Trippa (cfr. lower pic)
If lampredotto does not convince you, you can try tripe, another product always present in Florentine kiosks. Tripe derives from the bovine omasum (3rd stomach of cattle) while the lampredotto from the abomasum (4th stomach). It is cut into strips and sautéed in a pan with garlic, onion and carrots finally adding pomarola. Once dished, the tripe is seasoned with plenty of Parmesan cheese or better still pecorino. In addition to being a light and easily digestible dish, it is particularly appetizing. Tripe is also street food and lends itself well to being eaten in a sandwich.
First of all, let’s clarify the two terms that make up this specialty of Tuscan cuisine. Pici are a fresh pasta, similar to large irregular spaghetti, which are obtained with water, flour and salt. Also in this case it is a simple and poor product linked to peasant cuisine. The origins seem to be Etruscan geographically corresponding to the lower Arezzo valley and the Val di Chiana. Aglione is an ancient variety of giant garlic that does not have the strong hints of traditional garlic at all. In fact, being devoid of allicin, the typical organic sulfur compound of garlic, it does not stink! The pici are seasoned with a tomato and garlic sauce and for those who like it hot chilli is welcome.

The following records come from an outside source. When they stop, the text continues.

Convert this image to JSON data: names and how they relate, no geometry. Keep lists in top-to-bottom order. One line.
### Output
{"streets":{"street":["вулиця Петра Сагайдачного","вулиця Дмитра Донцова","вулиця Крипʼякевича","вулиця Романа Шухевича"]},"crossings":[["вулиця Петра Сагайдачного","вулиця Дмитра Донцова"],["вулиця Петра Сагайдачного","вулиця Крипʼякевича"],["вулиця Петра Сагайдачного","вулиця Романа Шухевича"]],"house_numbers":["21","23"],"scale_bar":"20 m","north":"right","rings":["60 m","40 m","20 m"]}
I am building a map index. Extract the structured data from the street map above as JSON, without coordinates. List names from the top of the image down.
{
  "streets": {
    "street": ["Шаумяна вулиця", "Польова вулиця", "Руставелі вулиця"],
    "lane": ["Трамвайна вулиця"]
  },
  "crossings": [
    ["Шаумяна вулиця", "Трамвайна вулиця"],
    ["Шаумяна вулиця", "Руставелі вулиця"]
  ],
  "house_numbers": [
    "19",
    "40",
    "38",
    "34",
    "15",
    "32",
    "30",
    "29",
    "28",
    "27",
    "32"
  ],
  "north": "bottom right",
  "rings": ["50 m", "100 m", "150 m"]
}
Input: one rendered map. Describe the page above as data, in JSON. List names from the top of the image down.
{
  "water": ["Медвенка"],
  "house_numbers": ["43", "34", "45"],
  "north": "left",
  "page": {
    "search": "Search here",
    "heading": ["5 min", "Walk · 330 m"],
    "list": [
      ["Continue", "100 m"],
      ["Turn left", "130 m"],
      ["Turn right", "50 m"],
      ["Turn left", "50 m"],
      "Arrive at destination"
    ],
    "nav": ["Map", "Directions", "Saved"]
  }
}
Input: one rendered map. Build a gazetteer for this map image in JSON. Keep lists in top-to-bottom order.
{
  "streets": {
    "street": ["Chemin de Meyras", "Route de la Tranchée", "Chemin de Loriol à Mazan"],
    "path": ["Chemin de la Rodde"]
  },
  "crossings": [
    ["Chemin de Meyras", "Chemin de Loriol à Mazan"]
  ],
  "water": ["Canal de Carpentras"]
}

Cacciucco (cfr. pic in the heading)
Let’s move on to fish with the cacciucco typical of Livorno and Viareggio. Also in this case we are faced with one of the best specialties of Tuscan cuisine. Basically it is a poor fish soup with crustaceans and molluscs. Octopuses, cuttlefish, mussels, clams, prawns, squid and scorpionfish are generally used. It is not very easy to cook because the fish are cooked in the same pan but at different times. The fish is then placed on the plate on top of toasted and garlicky bread. As a last step, the tomato sauce is also added. Despite being fish, due to its own characteristics, the cacciucco goes well with a good glass of red wine. Since cacciucco is a dish of great structure, it recalls the marked flavors of reds. In fact reds more than whites better accompany its succulence.